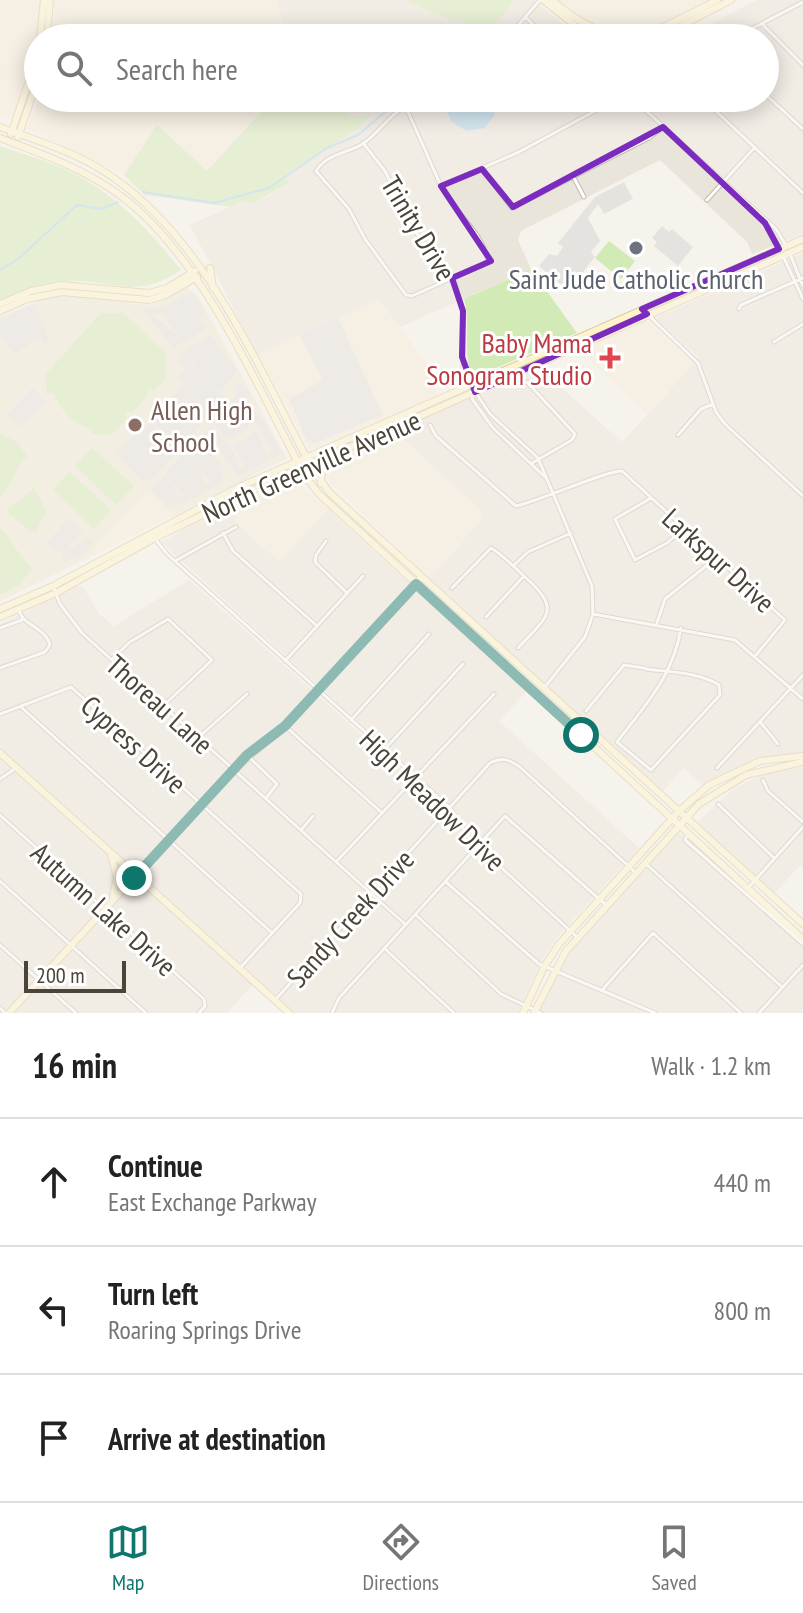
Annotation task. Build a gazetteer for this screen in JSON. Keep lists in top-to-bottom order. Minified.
{"streets":{"main road":["North Greenville Avenue"],"street":["Trinity Drive","Larkspur Drive","Thoreau Lane","Cypress Drive","High Meadow Drive","Autumn Lake Drive","Sandy Creek Drive"]},"crossings":[["Trinity Drive","North Greenville Avenue"],["North Greenville Avenue","Thoreau Lane"],["North Greenville Avenue","High Meadow Drive"],["Thoreau Lane","Sandy Creek Drive"],["High Meadow Drive","Sandy Creek Drive"]],"places":{"other":["Saint Jude Catholic Church","Allen High School"],"health":["Baby Mama Sonogram Studio"]},"scale_bar":"200 m","page":{"search":"Search here","scale":"200 m","heading":["16 min","Walk · 1.2 km"],"list":[["Continue","East Exchange Parkway","440 m"],["Turn left","Roaring Springs Drive","800 m"],"Arrive at destination"],"nav":["Map","Directions","Saved"]}}
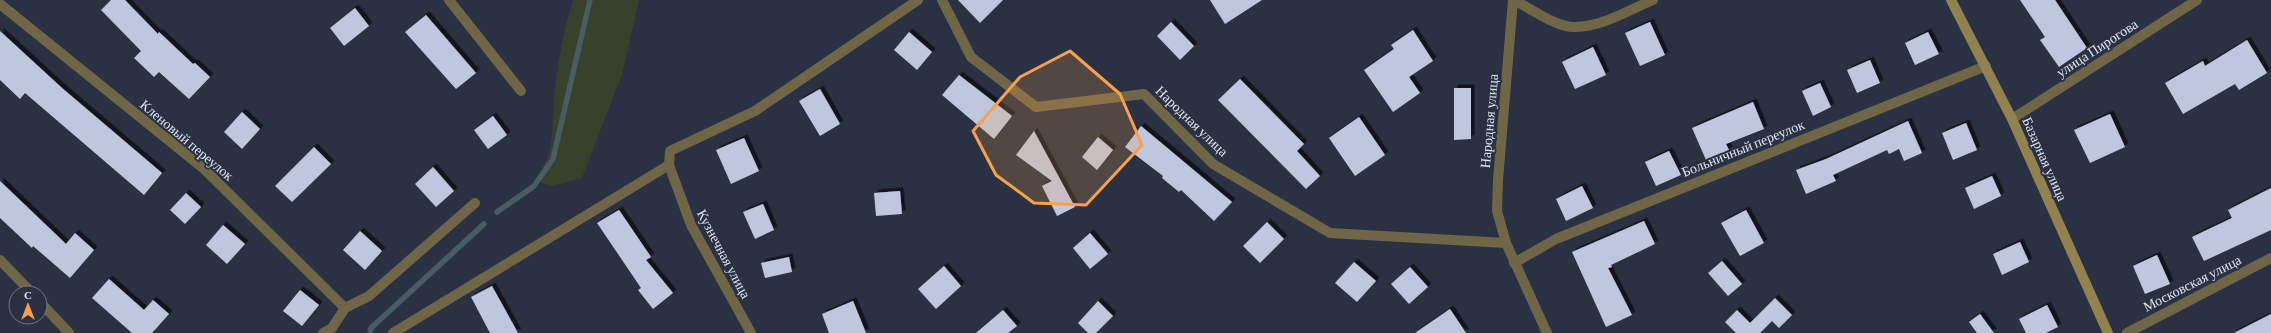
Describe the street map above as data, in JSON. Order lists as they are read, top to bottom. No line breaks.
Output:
{"streets":{"street":["улица Пирогова","Народная улица","Кленовый переулок","Больничный переулок","Базарная улица","Кузнечная улица","Московская улица"]},"crossings":[["улица Пирогова","Базарная улица"],["Народная улица","Больничный переулок"],["Больничный переулок","Базарная улица"]],"north":"top"}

→ Task goal: Only the pictures may be dropped when you copy the data above; everything else stays exact.

→ Written solution:
Annotation task. Build a gazetteer for this screen in JSON. Keep lists in top-to-bottom order. Minified.
{"streets":{"main road":["North Greenville Avenue"],"street":["Trinity Drive","Larkspur Drive","Thoreau Lane","Cypress Drive","High Meadow Drive","Autumn Lake Drive","Sandy Creek Drive"]},"crossings":[["Trinity Drive","North Greenville Avenue"],["North Greenville Avenue","Thoreau Lane"],["North Greenville Avenue","High Meadow Drive"],["Thoreau Lane","Sandy Creek Drive"],["High Meadow Drive","Sandy Creek Drive"]],"places":{"other":["Saint Jude Catholic Church","Allen High School"],"health":["Baby Mama Sonogram Studio"]},"scale_bar":"200 m","page":{"search":"Search here","scale":"200 m","heading":["16 min","Walk · 1.2 km"],"list":[["Continue","East Exchange Parkway","440 m"],["Turn left","Roaring Springs Drive","800 m"],"Arrive at destination"],"nav":["Map","Directions","Saved"]}}
Describe the street map above as data, in JSON. Order lists as they are read, top to bottom. No line breaks.
Output:
{"streets":{"street":["улица Пирогова","Народная улица","Кленовый переулок","Больничный переулок","Базарная улица","Кузнечная улица","Московская улица"]},"crossings":[["улица Пирогова","Базарная улица"],["Народная улица","Больничный переулок"],["Больничный переулок","Базарная улица"]],"north":"top"}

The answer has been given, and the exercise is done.